--- Supplied records Enclosed Below ---

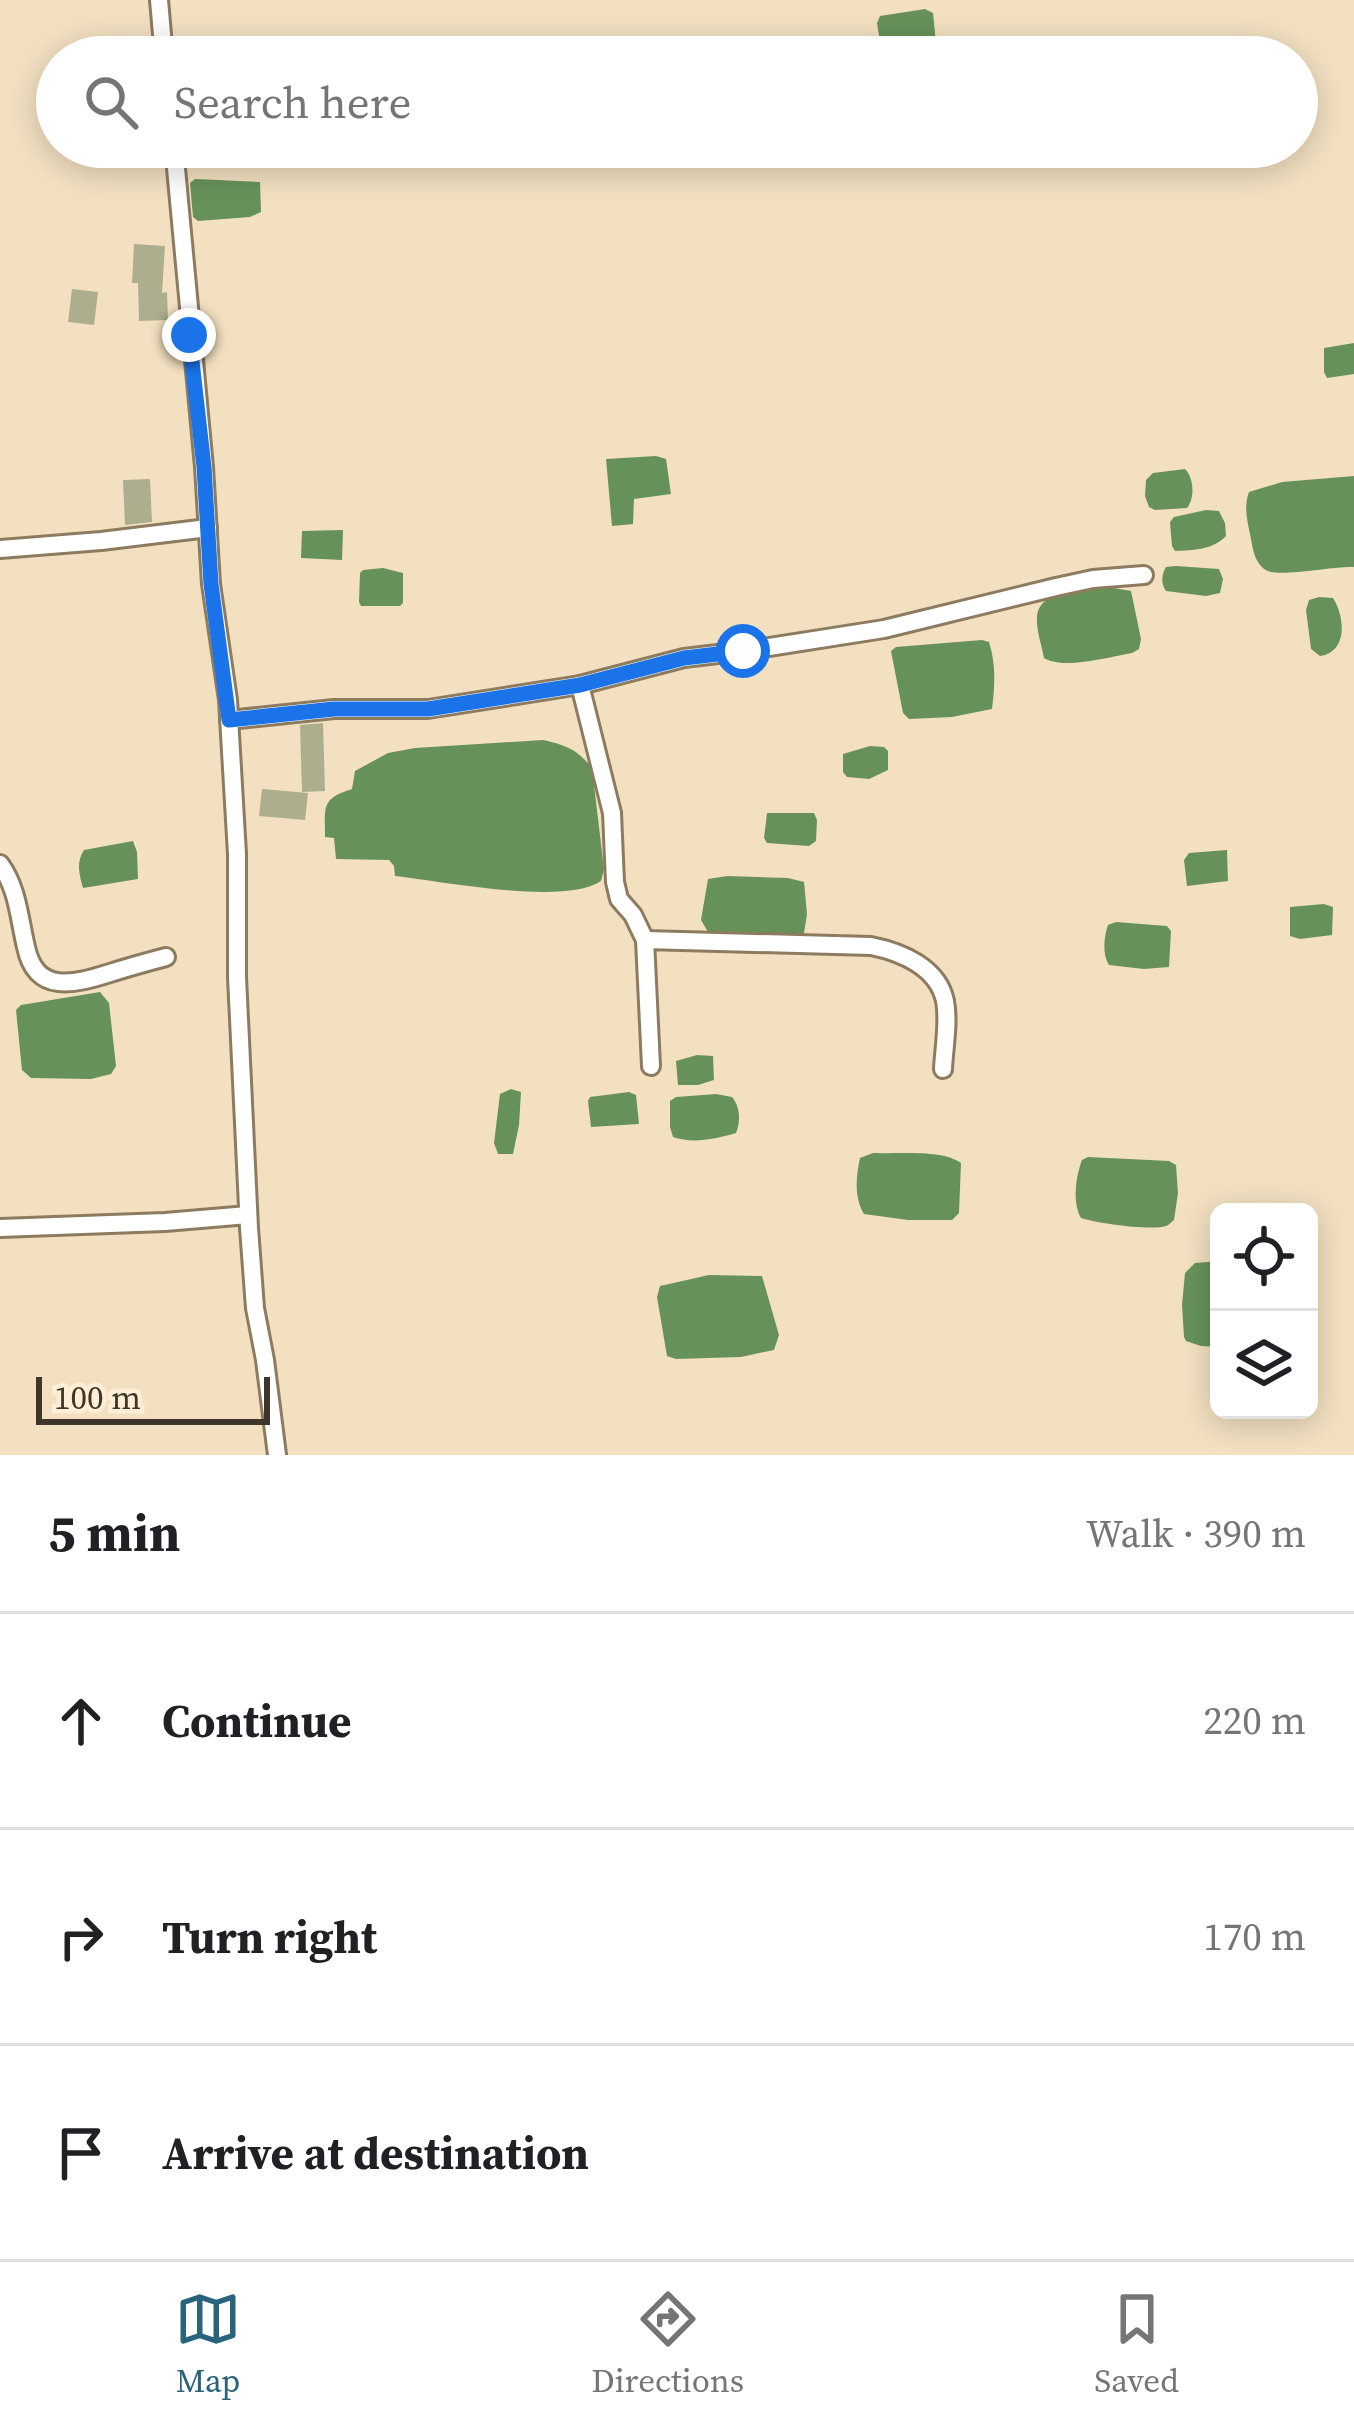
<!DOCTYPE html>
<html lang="en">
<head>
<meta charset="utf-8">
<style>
	:root { --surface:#fff; --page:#f2f2f2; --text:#202124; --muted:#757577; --line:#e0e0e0; --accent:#29647c }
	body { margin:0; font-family:"Source Serif 4",serif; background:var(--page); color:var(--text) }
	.controls { position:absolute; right:36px; bottom:36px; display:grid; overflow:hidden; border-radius:18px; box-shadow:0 6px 30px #0003 }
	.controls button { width:108px; height:108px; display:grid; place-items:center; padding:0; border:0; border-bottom:3px solid var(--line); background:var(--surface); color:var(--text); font:60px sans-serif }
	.scale { position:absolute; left:36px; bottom:30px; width:234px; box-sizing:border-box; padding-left:12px; border:6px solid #3e362a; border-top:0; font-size:33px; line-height:42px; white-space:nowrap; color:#3e362a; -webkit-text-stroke:9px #fdeed5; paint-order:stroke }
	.stop { position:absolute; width:36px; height:36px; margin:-27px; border:9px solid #1a73e8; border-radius:50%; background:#fff }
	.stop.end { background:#1a73e8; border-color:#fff; box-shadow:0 3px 12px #0008 }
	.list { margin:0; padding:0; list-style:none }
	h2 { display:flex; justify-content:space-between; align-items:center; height:156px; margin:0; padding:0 48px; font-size:51px }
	h2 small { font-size:39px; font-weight:400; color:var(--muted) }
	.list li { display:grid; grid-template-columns:78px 1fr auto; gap:36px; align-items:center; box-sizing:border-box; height:216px; padding:0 48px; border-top:3px solid var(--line) }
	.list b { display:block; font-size:45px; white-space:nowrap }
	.list em { font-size:39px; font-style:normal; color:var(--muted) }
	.icon { flex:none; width:66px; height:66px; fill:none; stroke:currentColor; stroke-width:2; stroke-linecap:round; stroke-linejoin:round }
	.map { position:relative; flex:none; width:1354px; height:1455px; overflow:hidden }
	.search { position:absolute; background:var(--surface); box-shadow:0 6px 30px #0003; left:36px; right:36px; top:36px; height:132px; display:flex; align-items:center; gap:30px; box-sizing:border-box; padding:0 42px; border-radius:66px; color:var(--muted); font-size:45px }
	.sheet { height:804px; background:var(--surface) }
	nav { display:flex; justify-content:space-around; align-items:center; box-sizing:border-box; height:168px; border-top:3px solid var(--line); background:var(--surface); font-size:33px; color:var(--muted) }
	nav a { display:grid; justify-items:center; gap:6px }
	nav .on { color:var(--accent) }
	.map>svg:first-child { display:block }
	.water { fill:#669259 }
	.building { fill:#adae8e }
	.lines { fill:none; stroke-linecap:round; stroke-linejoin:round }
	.minor-casing { stroke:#8c7b5f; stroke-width:22 }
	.minor { stroke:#fff; stroke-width:16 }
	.route { stroke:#1a73e8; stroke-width:15 }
</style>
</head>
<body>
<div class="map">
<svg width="1354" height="1455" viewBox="0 0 1354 1455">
	<rect width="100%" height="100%" fill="#f3e0c1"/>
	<g class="water">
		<polygon points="925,9 933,13 936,43 931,47 887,50 881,48 877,23 880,16"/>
		<polygon points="195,179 260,182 261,212 250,217 198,221 193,217 190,183"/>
		<polygon points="1354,343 1354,374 1327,378 1324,372 1324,348"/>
		<polygon points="656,456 666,459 671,494 634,499 633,524 612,526 606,459"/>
		<path d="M1185,469C1194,478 1195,498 1187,508L1155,510L1149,507L1145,496L1146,480L1153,473Z"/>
		<path d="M1354,476V567C1334,566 1281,577 1268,571C1256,566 1253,551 1251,539C1248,523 1243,508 1249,492L1282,482Z"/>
		<path d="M1206,510L1219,511L1225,523L1226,536C1213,550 1193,550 1175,551L1172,546L1170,522L1174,517Z"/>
		<polygon points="343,530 342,560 301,558 302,531"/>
		<path d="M1176,566L1219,569L1223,579L1220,593L1206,596L1166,591C1161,584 1161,575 1166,567Z"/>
		<polygon points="383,568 403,573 403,603 400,606 361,606 359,602 360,573 363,570"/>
		<path d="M1108,587L1131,591L1141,639L1139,649L1132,653C1109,657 1063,670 1044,658C1042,646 1036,630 1037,617C1039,588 1087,590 1108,587Z"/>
		<path d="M1319,597L1333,598C1345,617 1348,652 1320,656L1311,649L1306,610L1309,600Z"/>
		<path d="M982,640L989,642C996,664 995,685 992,709L952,717L909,719L903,713L891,651L896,647Z"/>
		<path d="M543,740C566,745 578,750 592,768L604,869L601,881C565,906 441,881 395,876L394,866L389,860L336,859L334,838L325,837C325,806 321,799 352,789L355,771L388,753L415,748Z"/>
		<polygon points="870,746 884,747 888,751 888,770 869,779 847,777 843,772 843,754"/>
		<polygon points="767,813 814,813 817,820 816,841 809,846 767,843 764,838"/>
		<path d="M133,841L137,852L138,879L83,888C79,874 76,862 84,850Z"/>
		<polygon points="1227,850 1228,881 1187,886 1184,860 1189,853"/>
		<polygon points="727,876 788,878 804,882 807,914 804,933 797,936 720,935 708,932 701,920 708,879"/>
		<polygon points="1324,904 1333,907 1332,935 1300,939 1290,936 1290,907"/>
		<path d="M1116,922L1167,926L1171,931L1169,967L1144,969L1109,965C1102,955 1104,936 1108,925Z"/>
		<polygon points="100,992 109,1003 116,1066 111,1074 91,1079 31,1078 22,1070 16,1010 21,1005"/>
		<polygon points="697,1055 713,1056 714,1080 698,1085 678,1085 676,1061"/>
		<polygon points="511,1089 521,1092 519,1125 513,1154 498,1154 494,1143 500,1094"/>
		<polygon points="629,1092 636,1095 639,1124 591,1127 588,1101 590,1097"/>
		<path d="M716,1094L732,1097C740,1106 741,1121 736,1133C716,1139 692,1144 673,1137L670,1127V1101L676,1097Z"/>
		<path d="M873,1153C897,1154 943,1149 961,1163L959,1213L952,1220H908L864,1214C854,1197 856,1177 860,1158Z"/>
		<path d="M1088,1157L1169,1161L1176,1165L1178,1193L1174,1220C1171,1222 1169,1225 1166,1226C1151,1231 1096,1223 1081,1218C1072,1202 1076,1176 1082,1160Z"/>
		<polygon points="1219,1261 1219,1347 1201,1346 1186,1341 1184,1337 1182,1305 1185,1273 1195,1263"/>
		<polygon points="709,1275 762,1276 779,1335 774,1350 741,1357 676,1359 667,1356 657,1297 660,1286"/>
	</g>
	<g class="building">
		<polygon points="134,244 165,246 162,293 167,292 168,320 139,321 138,283 132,283"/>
		<polygon points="72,289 98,292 94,325 68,322"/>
		<polygon points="150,479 152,522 125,525 123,480"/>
		<polygon points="323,723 325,791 302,792 300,725"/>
		<polygon points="262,789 308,793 305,820 259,816"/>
	</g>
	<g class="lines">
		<defs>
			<g id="minor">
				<polyline points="159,0 164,57"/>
				<polyline points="174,147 204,467 211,584 228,700 237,854 237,977 249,1228 255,1308 265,1360 277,1455"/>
				<polyline points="0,549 101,541 208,528"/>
				<polyline points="580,685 612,813 615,882 619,899 633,915 645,940"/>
				<polyline points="229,720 334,709 428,709 580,685 684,658 743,651 884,629 1056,587 1093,579 1144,575"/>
				<path d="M0,864C18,889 19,918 26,947C36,995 75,984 110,973C129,967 147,962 166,957"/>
				<path d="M651,1066L645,940L871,946C901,952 938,967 945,1001C949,1022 944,1048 943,1069"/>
				<polyline points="0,1228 165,1222 248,1215"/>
			</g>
		</defs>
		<use href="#minor" class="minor-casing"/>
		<use href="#minor" class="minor"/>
	</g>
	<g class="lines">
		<polyline class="route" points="189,335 204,467 211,584 229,720 334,709 428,709 580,685 684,658 743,651"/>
	</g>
</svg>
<div class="controls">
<button><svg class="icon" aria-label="locate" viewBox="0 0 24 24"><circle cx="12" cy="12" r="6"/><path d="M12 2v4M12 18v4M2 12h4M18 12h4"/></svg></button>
<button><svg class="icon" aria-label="layers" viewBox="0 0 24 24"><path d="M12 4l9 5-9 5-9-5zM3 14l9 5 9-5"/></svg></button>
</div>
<div class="scale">100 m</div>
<div class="stop" style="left:743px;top:651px"></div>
<div class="stop end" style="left:189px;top:335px"></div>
<div class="search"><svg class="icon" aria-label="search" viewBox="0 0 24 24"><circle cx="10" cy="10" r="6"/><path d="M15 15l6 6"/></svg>Search here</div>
</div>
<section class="sheet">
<h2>5 min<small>Walk · 390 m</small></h2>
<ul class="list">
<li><svg class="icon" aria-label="ahead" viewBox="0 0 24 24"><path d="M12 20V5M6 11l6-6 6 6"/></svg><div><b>Continue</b></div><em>220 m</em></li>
<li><svg class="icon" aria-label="right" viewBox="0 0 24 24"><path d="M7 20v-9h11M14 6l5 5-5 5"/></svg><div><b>Turn right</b></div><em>170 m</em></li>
<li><svg class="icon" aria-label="arrive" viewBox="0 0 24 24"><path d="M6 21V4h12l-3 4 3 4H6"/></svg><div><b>Arrive at destination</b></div></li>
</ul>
</section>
<nav>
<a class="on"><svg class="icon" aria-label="map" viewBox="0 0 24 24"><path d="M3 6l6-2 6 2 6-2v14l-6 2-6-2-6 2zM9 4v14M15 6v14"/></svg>Map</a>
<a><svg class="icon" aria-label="directions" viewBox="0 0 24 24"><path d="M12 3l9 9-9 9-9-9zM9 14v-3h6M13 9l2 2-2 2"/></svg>Directions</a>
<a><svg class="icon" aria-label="saved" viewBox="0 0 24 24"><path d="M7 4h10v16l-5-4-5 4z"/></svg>Saved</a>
</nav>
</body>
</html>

--- End of Enclosed Supplied records ---

_What the task requires_
Wherever the string "linecap" appears in the entries above, return the line it appears on.

_Output for this task_
	.icon { flex:none; width:66px; height:66px; fill:none; stroke:currentColor; stroke-width:2; stroke-linecap:round; stroke-linejoin:round }
	.lines { fill:none; stroke-linecap:round; stroke-linejoin:round }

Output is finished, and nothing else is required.